▸ WORK REQUIRED
Respond with nothing but the number of lines in this data that include the word "casing".

▸ Dataset entries
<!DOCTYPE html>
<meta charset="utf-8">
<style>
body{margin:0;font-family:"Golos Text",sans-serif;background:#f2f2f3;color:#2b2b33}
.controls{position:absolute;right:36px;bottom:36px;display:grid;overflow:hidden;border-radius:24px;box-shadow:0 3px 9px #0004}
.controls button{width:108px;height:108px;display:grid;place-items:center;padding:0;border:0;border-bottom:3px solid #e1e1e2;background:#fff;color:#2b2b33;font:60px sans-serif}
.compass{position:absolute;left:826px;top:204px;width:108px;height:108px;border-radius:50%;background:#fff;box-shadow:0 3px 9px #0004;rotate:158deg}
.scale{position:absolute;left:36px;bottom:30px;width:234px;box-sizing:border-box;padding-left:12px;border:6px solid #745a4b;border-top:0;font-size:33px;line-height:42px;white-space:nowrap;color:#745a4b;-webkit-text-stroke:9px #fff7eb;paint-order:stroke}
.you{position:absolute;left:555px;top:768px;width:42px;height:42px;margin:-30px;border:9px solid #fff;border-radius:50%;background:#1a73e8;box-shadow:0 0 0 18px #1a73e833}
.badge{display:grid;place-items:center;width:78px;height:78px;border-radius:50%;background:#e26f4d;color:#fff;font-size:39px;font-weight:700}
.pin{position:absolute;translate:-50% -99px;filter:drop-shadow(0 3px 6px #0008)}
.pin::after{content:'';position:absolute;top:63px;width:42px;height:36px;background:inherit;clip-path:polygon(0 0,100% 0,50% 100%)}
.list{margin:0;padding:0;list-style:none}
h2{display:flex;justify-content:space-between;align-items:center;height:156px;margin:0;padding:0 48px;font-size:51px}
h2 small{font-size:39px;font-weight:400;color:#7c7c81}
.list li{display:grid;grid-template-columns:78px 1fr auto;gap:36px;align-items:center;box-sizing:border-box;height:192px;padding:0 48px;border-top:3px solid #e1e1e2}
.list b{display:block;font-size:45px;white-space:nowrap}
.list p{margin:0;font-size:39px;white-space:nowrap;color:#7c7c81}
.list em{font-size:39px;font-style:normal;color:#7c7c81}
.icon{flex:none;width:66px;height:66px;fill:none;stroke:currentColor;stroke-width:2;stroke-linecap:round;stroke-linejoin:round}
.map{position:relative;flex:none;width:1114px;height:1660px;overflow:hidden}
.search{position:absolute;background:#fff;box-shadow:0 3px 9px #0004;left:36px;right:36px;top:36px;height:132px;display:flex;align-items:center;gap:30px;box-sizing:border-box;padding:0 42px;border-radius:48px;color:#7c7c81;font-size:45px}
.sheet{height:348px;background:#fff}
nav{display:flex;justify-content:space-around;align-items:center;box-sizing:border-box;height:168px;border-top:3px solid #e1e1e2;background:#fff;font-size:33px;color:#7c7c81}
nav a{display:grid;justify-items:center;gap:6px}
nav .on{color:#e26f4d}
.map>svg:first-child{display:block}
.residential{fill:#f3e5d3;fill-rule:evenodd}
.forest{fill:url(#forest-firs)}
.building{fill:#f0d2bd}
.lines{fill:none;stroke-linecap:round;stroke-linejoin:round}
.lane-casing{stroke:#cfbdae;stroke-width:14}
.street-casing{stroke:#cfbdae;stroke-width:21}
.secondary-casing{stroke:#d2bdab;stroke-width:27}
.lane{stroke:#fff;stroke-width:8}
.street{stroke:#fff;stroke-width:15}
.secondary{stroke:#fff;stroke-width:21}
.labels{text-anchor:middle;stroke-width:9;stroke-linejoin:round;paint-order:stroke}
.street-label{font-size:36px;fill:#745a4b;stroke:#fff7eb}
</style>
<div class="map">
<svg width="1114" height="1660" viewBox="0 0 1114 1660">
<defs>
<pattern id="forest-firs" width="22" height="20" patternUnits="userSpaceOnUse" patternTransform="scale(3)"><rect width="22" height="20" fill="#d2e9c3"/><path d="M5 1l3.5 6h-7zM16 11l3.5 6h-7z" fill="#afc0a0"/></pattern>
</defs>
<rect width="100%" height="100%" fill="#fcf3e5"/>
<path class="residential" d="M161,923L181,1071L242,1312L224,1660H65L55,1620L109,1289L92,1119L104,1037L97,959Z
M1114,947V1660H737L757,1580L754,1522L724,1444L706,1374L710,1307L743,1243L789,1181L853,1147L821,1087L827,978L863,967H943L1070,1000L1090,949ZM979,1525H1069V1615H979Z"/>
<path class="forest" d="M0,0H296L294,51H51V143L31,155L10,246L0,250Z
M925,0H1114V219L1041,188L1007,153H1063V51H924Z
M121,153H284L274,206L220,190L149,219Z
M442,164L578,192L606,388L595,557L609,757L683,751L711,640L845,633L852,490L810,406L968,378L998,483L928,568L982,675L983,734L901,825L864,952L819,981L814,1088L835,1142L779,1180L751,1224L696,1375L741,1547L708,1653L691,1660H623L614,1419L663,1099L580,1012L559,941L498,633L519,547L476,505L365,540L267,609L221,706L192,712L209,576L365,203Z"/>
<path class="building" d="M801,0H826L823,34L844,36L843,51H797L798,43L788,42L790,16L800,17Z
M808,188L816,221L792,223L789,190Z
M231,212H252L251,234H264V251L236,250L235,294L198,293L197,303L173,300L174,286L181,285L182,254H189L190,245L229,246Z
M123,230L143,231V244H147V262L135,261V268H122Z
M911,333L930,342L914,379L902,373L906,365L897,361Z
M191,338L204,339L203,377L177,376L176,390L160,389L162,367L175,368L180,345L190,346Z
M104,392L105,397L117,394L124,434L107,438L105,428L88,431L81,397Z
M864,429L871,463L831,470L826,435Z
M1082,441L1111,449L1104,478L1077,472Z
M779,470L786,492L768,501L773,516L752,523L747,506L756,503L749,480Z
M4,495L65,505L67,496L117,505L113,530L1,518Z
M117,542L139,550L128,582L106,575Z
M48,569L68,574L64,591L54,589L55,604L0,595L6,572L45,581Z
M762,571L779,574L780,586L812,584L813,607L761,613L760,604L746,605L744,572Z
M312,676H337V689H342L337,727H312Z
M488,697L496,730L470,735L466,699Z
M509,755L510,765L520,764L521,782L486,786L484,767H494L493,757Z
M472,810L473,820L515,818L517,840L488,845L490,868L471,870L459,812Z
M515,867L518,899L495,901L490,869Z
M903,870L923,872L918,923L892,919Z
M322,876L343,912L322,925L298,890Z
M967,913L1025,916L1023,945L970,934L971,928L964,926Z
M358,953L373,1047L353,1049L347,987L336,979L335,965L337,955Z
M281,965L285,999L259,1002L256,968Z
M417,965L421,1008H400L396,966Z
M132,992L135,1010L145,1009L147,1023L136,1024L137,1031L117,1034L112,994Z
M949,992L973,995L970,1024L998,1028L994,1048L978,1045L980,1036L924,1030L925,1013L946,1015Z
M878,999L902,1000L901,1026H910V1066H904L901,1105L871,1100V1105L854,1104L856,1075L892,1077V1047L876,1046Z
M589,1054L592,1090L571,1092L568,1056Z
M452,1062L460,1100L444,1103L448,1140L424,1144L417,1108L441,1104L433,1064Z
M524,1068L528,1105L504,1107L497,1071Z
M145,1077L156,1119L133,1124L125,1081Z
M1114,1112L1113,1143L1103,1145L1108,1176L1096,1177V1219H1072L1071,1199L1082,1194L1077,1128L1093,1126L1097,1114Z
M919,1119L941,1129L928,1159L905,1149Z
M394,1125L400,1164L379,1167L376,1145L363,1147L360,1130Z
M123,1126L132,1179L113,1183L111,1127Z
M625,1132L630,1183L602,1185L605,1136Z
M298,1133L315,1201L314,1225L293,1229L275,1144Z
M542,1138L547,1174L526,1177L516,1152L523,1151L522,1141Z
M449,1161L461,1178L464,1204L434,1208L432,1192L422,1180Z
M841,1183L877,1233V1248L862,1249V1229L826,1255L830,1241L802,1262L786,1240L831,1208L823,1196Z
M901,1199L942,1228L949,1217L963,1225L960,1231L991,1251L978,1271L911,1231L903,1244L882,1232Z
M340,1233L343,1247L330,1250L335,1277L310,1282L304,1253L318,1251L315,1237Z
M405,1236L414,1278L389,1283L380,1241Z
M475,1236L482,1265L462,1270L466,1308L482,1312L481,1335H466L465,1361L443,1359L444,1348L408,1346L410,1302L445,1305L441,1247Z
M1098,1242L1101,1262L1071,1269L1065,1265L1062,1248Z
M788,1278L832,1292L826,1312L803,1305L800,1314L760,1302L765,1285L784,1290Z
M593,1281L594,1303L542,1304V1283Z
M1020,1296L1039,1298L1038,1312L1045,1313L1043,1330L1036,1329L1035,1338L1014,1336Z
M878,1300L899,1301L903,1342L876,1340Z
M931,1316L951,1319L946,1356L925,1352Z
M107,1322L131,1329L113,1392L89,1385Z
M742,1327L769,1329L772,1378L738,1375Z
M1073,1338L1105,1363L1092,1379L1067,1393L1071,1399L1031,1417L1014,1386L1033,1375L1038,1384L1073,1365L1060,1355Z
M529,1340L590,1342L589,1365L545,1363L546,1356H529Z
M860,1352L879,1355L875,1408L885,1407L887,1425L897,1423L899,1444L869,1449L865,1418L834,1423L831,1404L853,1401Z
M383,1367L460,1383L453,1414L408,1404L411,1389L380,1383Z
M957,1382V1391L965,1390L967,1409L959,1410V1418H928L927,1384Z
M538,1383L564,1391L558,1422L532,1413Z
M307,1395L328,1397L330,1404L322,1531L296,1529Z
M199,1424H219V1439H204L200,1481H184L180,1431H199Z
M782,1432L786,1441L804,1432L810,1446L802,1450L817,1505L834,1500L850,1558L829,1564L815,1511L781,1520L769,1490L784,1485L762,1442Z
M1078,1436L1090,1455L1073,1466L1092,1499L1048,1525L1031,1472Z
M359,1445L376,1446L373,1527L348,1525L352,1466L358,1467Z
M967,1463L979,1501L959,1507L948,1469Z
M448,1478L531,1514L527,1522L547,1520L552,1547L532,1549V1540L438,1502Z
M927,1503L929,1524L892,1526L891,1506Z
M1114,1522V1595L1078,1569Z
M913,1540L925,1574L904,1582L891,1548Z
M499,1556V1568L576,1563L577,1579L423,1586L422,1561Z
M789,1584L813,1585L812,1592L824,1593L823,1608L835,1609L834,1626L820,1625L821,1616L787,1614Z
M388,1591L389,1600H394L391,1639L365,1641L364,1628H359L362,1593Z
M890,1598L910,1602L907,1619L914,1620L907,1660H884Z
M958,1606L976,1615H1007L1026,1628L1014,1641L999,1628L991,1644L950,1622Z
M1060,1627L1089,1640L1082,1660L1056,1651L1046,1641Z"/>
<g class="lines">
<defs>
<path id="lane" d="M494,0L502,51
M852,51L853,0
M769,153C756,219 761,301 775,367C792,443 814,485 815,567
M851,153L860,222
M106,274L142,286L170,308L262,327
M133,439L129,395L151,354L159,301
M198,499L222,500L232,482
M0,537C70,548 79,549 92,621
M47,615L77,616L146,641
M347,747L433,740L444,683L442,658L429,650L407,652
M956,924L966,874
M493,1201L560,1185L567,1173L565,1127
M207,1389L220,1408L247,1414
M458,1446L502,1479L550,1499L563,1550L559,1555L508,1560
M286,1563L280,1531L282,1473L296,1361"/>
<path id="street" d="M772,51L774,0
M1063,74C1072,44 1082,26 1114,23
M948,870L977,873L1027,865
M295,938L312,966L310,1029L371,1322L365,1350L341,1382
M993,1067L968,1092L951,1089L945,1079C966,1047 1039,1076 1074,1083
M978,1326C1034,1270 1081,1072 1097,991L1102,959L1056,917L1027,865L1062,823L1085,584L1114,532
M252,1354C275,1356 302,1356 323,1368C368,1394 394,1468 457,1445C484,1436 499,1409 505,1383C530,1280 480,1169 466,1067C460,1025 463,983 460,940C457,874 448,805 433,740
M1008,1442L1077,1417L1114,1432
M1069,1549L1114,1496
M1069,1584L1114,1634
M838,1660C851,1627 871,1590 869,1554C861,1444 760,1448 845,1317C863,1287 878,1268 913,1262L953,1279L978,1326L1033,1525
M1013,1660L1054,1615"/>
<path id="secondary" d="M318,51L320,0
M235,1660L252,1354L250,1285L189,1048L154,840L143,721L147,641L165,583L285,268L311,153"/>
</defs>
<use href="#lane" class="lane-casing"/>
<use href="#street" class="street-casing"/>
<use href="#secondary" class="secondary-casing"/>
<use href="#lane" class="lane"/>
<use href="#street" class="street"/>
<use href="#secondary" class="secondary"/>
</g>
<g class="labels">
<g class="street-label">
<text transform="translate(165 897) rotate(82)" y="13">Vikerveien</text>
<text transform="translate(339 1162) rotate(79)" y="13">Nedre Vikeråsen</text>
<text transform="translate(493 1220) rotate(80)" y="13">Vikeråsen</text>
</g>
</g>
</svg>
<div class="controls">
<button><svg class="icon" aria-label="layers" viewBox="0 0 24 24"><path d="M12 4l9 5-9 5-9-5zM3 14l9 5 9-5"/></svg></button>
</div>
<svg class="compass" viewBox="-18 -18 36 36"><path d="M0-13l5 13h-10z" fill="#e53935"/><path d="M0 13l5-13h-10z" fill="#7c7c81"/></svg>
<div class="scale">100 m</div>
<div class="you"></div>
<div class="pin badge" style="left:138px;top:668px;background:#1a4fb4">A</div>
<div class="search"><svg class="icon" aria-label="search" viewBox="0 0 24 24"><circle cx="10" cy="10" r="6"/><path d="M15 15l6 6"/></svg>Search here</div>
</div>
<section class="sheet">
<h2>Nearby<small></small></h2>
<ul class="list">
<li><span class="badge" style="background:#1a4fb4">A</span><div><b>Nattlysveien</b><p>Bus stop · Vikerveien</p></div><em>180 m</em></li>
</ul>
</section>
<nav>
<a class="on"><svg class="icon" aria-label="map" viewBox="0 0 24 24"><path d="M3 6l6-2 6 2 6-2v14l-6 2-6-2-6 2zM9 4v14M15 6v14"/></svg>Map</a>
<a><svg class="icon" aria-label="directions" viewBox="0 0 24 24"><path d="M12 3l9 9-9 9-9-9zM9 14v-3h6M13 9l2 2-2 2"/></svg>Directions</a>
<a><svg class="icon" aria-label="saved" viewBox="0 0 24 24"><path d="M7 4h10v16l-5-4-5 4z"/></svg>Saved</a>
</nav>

▸ RESPONSE AREA
6